On most recent systems (GNU/Linux/BSD), you would use grep -r pattern . to search all files from the current directory (.) downward.

You can use find if your grep lacks -r:

    find . -type f -exec grep -l "$search" '{}' \;

The {} characters will be replaced with the current file name.

This command is slower than it needs to be, because find will call grep with only one file name, resulting in many grep invocations (one per file). Since grep accepts multiple file names on the command line, find can be instrumented to call it with several file names at once:

    find . -type f -exec grep -l "$search" '{}' \+

The trailing '+' character instructs find to call grep with as many file names as possible, saving processes and resulting in faster execution. This example works for POSIX find, e.g. with Solaris.

GNU find uses a helper program called xargs for the same purpose:

    find . -type f -print0 | xargs -0 grep -l "$search"

The -print0 / -0 options ensure that any file name can be processed, even ones containing blanks, TAB characters, or new-lines.

90% of the time, all you need is:

Have grep recurse and print the lines (GNU grep):

    grep -r "$search" .

Have grep recurse and print only the names (GNU grep):

    grep -r -l "$search" .

The find command can be used to run arbitrary commands on every file in a directory (including sub-directories). Replace grep with the command of your choice. The curly braces {} will be replaced with the current file name in the case above.

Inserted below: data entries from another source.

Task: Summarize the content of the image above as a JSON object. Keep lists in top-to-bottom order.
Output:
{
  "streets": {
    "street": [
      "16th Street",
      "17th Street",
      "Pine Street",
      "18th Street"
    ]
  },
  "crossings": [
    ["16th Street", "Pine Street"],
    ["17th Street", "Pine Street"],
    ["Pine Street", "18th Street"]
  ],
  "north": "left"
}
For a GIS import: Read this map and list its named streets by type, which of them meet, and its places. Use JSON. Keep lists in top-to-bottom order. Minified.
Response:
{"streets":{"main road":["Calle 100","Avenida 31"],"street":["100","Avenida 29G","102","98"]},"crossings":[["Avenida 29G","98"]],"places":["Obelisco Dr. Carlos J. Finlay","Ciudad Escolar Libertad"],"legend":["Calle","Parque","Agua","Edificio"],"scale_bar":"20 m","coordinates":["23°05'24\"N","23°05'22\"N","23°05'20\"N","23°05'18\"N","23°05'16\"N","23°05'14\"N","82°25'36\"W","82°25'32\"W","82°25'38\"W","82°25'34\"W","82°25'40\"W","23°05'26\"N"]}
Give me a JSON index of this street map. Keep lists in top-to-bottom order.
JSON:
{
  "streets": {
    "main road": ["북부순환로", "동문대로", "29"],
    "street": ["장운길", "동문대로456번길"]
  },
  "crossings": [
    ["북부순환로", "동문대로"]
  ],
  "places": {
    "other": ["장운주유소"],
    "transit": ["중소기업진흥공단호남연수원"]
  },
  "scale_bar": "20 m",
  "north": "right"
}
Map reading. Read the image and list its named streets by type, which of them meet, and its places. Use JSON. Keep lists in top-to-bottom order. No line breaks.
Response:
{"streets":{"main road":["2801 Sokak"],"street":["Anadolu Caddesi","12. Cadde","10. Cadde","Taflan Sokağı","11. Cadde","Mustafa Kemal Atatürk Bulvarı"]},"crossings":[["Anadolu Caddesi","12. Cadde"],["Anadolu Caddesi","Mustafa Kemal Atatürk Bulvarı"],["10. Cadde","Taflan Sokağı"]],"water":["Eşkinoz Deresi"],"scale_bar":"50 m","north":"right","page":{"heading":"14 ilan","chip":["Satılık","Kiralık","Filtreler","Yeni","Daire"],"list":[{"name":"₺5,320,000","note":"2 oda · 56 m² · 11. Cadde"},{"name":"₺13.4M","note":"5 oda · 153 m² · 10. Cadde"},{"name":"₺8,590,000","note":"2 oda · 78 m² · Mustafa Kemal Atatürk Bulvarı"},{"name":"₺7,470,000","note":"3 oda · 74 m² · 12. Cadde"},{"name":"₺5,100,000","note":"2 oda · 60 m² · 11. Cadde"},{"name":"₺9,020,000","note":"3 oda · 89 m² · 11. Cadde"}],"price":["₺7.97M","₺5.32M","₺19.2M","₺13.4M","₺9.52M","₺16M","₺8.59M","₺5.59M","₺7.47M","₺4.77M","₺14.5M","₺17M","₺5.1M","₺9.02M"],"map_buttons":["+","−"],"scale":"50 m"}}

(Note that they must be escaped in some shells, but not in BASH.)

How can I split a file into line ranges, e.g. lines 1-10, 11-20, 21-30?

Some Unix systems provide the split utility for this purpose:

    split --lines 10 --numeric-suffixes input.txt output-

For more flexibility you can use sed. The sed command can print e.g. the line number range 1-10:

    sed -n '1,10p'

This stops sed from printing each line (-n). Instead it only processes the lines in the range 1-10 ("1,10"), and prints them ("p"). sed still reads the input until the end, although we are only interested in lines 1 though 10. We can speed this up by making sed terminate immediately after printing line 10:

    sed -n -e '1,10p' -e '10q'

Now the command will quit after reading line 10 ("10q"). The -e arguments indicate a script (instead of a file name). The same can be written a little shorter:

    sed -n '1,10p;10q'

We can now use this to print an arbitrary range of a file (specified by line number):

file=/etc/passwd
range=10
firstline=1
maxlines=$(wc -l < "$file") # count number of lines
while (($firstline < $maxlines))
do
    ((lastline=$firstline+$range+1))
    sed -n -e "$firstline,${lastline}p" -e "${lastline}q" "$file"
    ((firstline=$firstline+$range+1))
done

This example uses BASH and KornShell ArithmeticExpressions, which older Bourne shells do not have. In that case the following example should be used instead:

file=/etc/passwd
range=10
firstline=1
maxlines=`wc -l < "$file"` # count line numbers
while [ $firstline -le $maxlines ]
do
    lastline=`expr $firstline + $range + 1`
    sed -n -e "$firstline,${lastline}p" -e "${lastline}q" "$file"
    firstline=`expr $lastline + 1`
done

How can I replace a string with another string in all files?

sed is a good command to replace strings, e.g.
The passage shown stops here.